However, electronic locks suffer from a number of drawbacks.  First, the locks require a source of power.  If the power source is provided within the lock, such as in the form of a battery, then the power supply occupies space within the lock,
making the lock larger.  Such batteries may also be prone to corrosion which can affect the internal parts of the lock.  In addition, if the battery loses power, then the lock may no longer be able to function.  Further, the lock must be accessed
periodically in order to change the battery.  Providing power from a standard electrical power line is an alternative, but requires providing wiring to the lock.  Further, such wiring may not be available in some environments, such as a desk or cabinet.

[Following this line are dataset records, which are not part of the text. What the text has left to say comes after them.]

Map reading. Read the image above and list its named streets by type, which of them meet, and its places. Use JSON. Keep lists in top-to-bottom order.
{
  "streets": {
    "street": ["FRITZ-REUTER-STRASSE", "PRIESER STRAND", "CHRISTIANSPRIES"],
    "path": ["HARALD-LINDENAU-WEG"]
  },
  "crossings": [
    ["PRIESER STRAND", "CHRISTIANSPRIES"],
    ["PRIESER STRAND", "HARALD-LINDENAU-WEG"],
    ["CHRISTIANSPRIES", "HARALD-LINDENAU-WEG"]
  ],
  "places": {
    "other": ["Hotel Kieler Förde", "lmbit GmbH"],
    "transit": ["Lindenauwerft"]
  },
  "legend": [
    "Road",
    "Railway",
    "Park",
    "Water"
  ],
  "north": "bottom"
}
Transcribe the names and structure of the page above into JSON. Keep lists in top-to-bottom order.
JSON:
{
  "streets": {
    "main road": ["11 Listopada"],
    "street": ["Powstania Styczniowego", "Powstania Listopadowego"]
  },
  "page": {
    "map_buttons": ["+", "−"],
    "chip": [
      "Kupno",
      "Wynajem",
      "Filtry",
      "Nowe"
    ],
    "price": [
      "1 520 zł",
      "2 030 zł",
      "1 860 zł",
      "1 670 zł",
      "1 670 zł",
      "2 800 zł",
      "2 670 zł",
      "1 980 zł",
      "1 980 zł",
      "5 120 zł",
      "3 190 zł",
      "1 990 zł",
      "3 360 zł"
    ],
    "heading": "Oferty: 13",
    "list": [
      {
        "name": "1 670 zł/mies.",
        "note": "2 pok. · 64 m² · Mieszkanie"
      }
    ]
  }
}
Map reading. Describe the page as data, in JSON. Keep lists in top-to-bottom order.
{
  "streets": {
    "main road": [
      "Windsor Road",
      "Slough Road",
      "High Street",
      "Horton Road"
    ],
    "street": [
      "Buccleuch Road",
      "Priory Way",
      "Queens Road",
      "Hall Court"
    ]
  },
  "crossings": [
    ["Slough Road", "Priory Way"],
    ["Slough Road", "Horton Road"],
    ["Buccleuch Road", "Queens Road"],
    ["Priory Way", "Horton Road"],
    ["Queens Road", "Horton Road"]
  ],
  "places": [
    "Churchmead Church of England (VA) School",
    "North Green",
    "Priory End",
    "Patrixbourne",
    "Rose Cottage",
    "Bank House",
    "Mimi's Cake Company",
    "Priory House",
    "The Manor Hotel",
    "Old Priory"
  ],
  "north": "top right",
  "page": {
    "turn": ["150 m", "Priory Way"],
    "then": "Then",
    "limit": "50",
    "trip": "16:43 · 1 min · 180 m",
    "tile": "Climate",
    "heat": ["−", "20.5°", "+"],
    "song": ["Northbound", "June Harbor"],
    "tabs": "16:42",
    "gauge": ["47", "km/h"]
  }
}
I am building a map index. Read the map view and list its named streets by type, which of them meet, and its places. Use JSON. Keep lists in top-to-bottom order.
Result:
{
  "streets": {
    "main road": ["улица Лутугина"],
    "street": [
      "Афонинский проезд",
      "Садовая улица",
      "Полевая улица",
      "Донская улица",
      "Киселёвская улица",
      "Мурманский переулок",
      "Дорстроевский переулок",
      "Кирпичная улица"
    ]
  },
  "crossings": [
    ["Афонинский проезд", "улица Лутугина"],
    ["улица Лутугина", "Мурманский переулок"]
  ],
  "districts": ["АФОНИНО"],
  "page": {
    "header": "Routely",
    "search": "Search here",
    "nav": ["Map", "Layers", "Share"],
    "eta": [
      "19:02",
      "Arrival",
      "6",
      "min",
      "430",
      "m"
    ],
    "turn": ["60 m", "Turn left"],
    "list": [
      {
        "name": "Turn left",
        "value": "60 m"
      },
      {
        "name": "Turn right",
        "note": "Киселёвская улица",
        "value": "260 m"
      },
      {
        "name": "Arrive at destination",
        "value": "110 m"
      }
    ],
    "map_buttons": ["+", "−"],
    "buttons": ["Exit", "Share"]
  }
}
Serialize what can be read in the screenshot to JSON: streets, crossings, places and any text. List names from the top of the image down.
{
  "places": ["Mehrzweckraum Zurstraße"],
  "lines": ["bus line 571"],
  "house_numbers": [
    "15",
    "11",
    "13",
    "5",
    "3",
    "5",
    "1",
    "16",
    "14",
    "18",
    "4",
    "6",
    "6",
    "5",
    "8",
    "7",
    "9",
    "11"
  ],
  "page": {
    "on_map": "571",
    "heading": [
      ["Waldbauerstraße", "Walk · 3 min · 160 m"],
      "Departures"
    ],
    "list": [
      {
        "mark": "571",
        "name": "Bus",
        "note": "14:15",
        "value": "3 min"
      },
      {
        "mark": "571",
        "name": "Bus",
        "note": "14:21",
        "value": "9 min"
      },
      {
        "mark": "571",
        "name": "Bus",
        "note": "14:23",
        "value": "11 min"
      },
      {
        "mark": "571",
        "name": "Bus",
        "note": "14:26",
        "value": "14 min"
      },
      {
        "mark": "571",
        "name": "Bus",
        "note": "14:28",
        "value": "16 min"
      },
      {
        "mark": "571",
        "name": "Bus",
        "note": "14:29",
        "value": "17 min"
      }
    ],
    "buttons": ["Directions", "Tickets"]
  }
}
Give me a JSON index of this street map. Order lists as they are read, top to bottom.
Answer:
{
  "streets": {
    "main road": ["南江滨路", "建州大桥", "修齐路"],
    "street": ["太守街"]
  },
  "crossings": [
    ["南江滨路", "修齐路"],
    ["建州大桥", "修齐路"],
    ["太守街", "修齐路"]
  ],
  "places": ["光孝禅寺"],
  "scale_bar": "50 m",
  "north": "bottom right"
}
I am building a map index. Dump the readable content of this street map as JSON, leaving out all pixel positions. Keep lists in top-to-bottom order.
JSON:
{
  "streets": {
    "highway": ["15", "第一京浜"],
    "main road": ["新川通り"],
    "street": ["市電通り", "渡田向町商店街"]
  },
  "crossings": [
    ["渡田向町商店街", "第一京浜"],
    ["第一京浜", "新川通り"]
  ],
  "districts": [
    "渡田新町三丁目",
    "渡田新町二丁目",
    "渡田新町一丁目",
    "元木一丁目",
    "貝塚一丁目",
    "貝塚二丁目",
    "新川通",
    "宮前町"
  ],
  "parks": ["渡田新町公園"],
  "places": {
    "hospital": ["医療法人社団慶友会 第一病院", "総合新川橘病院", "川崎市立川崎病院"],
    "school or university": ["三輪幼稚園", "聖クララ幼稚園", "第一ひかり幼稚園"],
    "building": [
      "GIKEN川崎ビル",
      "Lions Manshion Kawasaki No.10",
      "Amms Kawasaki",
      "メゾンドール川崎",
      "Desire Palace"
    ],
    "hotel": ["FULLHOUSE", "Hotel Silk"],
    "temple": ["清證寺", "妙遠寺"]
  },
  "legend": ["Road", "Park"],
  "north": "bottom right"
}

It is also desired to make the locks as small as possible, so that the electronic lock may be installed in place of an existing mechanical lock.  Conventional mechanical locks used with desks or cabinets are relatively small.  Thus, the space
available within such a lock is confined, limiting the size and number of components that may be used within a lock.


Another difficulty with electronic locks is that they are susceptible to opening in response to sharp blows.  Typically, electronic locks use a solenoid.  However, it is often possible to jar a solenoid plunger so that an electronic lock may be
opened by applying a sharp force to the lock, such as striking a lock with a hammer.


Another problem with electronic locks is that often a solenoid is used to move a plunger into and out of interfering relationship with the internal cylinder and the external shell.  This may result in several problems.  First, the solenoid and
its plunger must be constructed to withstand the primary force directed on the plunger when a person attempts to rotate the cylinder when locked.  Another problem is that the electronic lock may be difficult to lock, since it may be difficult to align
the plunger with its corresponding bore.  If the plunger does not align properly with the bore, the plunger cannot enter the bore so as to interfere with the movement of the cylinder.


Yet another problem is that some electronic locks allow removal of the key during rotation of the lock.  In that event, a person may forget to return the cylinder to its locked position after the lock has been opened.


Accordingly, what is therefore desired is an electronic lock that occupies a small volume, may be used to replace existing mechanical locks, that does not require a power source inside of the lock or external wiring, that is not susceptible to
being opened in response to tampering, that may be consistently returned to a position that allows secure locking, and that prevents withdrawal of a key during operation.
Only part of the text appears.